Continuation of benefits coverage for departing employees is a pretty standard offering, but some companies may be getting it wrong. Could you be one of them? Here are several of the basics we sometimes see employers overlook, along with insights on how COVID has affected the way COBRA works.
Does COBRA apply to you?
The federal Consolidated Omnibus Budget Reconciliation Act, or COBRA, applies to employers with at least 20 employees. Under 20 and you’re off the hook, right? Not exactly. State laws come into play, as well. Missouri employers, for example, must follow the federal COBRA guidelines no matter how many employees they have. In Kansas, the carrier, not the employer, is required to offer continuation coverage. Coverage is also allowed in situations not required by COBRA, such as when an employee is terminated for gross misconduct.

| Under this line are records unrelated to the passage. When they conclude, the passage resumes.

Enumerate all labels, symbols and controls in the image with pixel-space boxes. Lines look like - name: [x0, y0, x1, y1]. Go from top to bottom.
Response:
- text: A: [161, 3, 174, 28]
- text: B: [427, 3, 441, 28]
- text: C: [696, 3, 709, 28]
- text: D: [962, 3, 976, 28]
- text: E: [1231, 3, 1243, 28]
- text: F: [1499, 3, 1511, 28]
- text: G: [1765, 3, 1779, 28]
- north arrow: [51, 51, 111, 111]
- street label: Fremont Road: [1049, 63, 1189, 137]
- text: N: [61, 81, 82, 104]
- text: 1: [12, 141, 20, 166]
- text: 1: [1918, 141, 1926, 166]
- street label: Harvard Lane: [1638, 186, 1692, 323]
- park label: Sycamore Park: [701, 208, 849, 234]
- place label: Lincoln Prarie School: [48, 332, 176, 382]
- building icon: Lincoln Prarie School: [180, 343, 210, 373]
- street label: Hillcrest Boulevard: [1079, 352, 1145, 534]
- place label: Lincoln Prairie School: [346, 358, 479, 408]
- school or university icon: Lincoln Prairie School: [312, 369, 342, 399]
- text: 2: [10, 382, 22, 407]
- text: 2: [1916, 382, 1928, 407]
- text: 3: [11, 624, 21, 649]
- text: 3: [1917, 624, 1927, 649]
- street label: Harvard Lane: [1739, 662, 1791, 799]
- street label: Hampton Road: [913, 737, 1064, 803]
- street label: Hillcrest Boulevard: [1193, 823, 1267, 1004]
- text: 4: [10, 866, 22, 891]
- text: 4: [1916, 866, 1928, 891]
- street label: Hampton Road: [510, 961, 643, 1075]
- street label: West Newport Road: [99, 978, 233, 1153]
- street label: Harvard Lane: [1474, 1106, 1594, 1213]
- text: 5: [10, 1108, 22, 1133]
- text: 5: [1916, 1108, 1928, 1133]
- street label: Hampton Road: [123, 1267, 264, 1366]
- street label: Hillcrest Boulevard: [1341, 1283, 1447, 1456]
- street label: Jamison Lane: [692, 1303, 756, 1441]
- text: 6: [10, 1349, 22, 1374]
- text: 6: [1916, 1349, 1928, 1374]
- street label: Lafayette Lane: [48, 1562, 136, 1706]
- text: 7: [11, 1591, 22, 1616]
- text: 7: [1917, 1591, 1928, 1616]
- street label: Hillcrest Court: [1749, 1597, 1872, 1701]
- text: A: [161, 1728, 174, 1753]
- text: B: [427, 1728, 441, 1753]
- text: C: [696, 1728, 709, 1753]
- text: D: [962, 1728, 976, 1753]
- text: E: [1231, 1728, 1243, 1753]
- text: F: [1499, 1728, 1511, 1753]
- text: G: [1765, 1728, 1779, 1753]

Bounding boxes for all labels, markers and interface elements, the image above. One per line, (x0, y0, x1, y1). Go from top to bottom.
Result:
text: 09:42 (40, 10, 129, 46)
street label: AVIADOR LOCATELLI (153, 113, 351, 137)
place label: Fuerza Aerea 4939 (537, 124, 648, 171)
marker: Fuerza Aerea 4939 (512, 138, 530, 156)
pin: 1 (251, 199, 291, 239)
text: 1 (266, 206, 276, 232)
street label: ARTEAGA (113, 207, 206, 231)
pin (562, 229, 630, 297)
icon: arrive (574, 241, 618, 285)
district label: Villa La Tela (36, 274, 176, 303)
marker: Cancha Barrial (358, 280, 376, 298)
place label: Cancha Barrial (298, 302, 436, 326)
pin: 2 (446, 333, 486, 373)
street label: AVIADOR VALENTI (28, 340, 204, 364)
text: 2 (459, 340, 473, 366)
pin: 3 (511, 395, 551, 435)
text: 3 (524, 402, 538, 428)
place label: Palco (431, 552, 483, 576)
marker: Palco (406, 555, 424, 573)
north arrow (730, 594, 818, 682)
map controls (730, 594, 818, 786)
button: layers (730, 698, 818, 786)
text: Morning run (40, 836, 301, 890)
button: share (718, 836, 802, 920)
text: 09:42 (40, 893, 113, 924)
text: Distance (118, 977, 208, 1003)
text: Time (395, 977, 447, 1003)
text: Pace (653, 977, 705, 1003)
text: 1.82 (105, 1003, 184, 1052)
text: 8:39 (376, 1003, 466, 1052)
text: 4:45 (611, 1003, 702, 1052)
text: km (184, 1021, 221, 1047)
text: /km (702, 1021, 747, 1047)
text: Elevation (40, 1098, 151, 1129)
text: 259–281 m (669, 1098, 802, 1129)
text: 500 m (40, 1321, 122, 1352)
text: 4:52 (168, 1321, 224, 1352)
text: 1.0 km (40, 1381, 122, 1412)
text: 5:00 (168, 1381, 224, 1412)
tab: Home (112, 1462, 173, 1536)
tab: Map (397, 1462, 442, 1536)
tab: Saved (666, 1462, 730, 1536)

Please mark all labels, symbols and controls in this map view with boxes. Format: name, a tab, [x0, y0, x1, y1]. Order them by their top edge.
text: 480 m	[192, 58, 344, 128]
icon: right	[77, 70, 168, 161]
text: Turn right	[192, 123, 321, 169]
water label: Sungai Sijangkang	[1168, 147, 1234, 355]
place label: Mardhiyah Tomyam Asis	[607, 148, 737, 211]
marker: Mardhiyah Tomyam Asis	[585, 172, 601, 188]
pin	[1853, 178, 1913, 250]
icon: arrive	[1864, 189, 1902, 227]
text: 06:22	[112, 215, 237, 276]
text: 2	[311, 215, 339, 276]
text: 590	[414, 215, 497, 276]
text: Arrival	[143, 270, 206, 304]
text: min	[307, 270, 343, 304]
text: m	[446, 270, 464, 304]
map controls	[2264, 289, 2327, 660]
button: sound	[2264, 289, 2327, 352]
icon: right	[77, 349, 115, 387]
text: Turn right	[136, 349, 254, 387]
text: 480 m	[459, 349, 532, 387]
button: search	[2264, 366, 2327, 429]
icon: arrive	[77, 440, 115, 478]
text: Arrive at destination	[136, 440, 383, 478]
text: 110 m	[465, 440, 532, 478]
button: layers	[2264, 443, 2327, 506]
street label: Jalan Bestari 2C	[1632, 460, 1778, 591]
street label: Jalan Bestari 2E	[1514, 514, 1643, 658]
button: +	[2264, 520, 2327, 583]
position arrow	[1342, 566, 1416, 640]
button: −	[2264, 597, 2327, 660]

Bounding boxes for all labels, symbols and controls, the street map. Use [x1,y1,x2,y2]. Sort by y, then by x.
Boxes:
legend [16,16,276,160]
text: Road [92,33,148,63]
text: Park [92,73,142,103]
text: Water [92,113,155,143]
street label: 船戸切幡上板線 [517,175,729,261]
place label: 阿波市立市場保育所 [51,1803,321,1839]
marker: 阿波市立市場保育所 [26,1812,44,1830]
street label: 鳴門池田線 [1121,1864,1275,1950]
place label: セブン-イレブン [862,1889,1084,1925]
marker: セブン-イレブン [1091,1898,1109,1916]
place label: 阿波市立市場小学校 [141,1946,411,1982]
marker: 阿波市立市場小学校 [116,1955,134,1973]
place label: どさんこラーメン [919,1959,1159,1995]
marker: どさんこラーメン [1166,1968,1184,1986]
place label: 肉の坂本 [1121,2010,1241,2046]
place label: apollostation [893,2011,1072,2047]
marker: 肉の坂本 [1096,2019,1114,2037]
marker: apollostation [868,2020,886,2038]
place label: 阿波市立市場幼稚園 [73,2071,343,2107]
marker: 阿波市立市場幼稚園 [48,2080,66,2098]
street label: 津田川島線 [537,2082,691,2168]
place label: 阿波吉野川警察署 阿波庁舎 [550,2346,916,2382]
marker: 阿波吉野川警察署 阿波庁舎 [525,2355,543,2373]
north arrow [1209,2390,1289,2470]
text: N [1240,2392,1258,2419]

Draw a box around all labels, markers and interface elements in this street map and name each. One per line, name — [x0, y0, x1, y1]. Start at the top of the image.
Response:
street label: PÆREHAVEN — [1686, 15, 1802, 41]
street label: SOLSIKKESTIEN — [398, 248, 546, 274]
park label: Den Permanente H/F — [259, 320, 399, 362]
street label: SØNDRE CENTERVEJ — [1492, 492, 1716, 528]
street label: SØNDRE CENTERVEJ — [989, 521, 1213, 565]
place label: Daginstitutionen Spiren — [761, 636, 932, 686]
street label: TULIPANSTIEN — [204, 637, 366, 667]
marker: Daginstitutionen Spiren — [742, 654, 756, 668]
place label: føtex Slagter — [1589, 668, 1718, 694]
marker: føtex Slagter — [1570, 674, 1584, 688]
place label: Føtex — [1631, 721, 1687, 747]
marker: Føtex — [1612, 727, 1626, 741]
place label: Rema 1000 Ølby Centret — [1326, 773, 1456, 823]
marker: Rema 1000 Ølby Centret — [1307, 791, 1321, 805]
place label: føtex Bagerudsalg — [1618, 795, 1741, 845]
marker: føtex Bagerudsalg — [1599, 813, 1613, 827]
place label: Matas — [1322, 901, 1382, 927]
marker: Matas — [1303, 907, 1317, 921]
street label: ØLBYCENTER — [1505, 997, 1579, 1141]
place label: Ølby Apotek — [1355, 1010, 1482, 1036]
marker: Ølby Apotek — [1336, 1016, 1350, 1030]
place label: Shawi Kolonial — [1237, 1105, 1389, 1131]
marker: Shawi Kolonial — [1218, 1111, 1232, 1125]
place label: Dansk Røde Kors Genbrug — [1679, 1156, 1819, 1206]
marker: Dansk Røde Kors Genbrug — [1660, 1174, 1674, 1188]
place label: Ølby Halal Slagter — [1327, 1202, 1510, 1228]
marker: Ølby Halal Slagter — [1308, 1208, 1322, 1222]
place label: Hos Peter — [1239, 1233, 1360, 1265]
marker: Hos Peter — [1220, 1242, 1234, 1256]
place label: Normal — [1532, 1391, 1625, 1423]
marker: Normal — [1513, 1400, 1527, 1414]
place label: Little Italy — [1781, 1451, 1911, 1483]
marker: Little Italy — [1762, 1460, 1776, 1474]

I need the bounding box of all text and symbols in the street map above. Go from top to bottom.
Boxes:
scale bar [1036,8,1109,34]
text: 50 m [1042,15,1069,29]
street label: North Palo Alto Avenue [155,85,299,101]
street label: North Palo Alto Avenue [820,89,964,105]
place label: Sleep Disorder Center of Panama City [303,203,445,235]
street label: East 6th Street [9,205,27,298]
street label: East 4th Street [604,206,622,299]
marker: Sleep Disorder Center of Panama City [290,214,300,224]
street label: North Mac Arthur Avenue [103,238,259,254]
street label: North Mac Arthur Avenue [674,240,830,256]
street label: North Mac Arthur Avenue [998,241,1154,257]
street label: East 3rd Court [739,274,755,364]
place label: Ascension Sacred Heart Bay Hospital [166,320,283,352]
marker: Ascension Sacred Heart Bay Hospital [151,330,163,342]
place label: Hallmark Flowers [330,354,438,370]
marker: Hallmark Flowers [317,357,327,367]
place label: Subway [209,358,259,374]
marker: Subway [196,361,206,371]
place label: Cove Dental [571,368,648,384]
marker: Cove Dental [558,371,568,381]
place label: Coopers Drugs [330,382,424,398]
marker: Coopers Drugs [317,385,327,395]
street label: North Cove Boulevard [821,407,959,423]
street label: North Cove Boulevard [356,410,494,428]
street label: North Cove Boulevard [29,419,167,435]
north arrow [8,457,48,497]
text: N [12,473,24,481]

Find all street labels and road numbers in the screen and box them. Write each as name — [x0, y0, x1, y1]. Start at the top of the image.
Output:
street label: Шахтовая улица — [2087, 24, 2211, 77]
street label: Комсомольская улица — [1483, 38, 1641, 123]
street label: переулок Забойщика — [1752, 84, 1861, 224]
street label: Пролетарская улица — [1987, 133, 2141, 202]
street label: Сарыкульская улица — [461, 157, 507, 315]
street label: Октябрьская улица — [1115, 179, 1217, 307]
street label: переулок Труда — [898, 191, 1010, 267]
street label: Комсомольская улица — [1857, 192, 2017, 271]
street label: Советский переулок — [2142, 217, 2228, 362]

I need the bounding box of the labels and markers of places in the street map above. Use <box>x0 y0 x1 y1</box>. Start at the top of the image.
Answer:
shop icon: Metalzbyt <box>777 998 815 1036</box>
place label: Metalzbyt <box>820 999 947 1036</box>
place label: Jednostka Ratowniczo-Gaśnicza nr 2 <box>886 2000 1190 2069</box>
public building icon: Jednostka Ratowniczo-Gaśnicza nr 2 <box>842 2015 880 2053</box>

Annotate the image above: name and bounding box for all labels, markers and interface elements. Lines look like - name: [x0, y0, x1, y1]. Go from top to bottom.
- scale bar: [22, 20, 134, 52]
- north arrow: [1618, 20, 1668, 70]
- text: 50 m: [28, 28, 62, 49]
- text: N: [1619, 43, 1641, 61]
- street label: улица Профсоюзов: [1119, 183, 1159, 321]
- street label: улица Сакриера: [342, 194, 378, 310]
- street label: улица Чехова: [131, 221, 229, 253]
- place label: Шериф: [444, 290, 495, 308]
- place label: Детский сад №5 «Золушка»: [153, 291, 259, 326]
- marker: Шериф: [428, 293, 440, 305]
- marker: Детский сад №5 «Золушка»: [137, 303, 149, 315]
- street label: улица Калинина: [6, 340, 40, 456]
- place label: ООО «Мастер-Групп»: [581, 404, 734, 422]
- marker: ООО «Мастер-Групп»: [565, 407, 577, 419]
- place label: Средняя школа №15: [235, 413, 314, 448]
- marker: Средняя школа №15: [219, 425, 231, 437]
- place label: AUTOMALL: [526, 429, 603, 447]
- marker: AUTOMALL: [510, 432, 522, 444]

Are you meeting the notice requirements?
COBRA requires employers to provide two notices to employees – the General Notice (when the employee first enrolls in your health plans) and the Election Notice (when they experience a qualifying event that makes them eligible for COBRA).
Many employers overlook the General Notice or assume their COBRA administrator is providing it. It’s less expensive and fairly easy for employers to provide the General Notice as part of your onboarding or enrollment materials. The Department of Labor provides a model notice that you simply need to customize with your company information.
If you’re expecting your COBRA administrator to do it, be sure to cover that during your implementation conversation; it’s often not part of the general contract and therefore will cost you extra.
Are you offering COBRA for extended periods of leave?
If you allow an employee to take additional leave after FMLA, or otherwise take leave that’s not protected by the FMLA, you should require them to use COBRA. If you allow them to stay on your benefits the same as employees who aren’t on leave, your carrier could deny coverage of their medical claims because they don’t meet the “active employee” eligibility criteria. This is especially risky if you’re self-insured. Talk with your broker about it.
Are you offering COBRA for other benefits?
Employers sometimes overlook the requirement to offer COBRA coverage for dental, vision and health FSAs. While employees rarely elect COBRA for these options, it’s important to offer them just in case. How health FSAs work under COBRA is a particularly complicated issue; contact your broker or COBRA administrator if you have any questions.
Do you inform COBRA participants about plan changes and enrollment opportunities?
Be sure to talk with your broker about requirements to notify COBRA participants when you change plans, premiums or other details about your coverage. Also, keep in mind that COBRA participants have the same rights as active employees to change coverage during open enrollment, including adding or dropping spouse and dependent coverage.
Have you prepared for the effects of COVID legislation on your COBRA claims?
COBRA requirements were amended as part of the federal COVID relief. This means departing employees can pose an additional risk to your plans for a longer period.
Departing employees are no longer required to elect COBRA within the first 60 days after a qualifying event. Instead, they can wait until after the end of the COVID emergency period to elect and pay for their coverage. These changes have not been widely publicized, but you should talk them over with your broker or COBRA administrator.
We hope this review of oversights and insights helps you take action to ensure your company is compliant and prepared.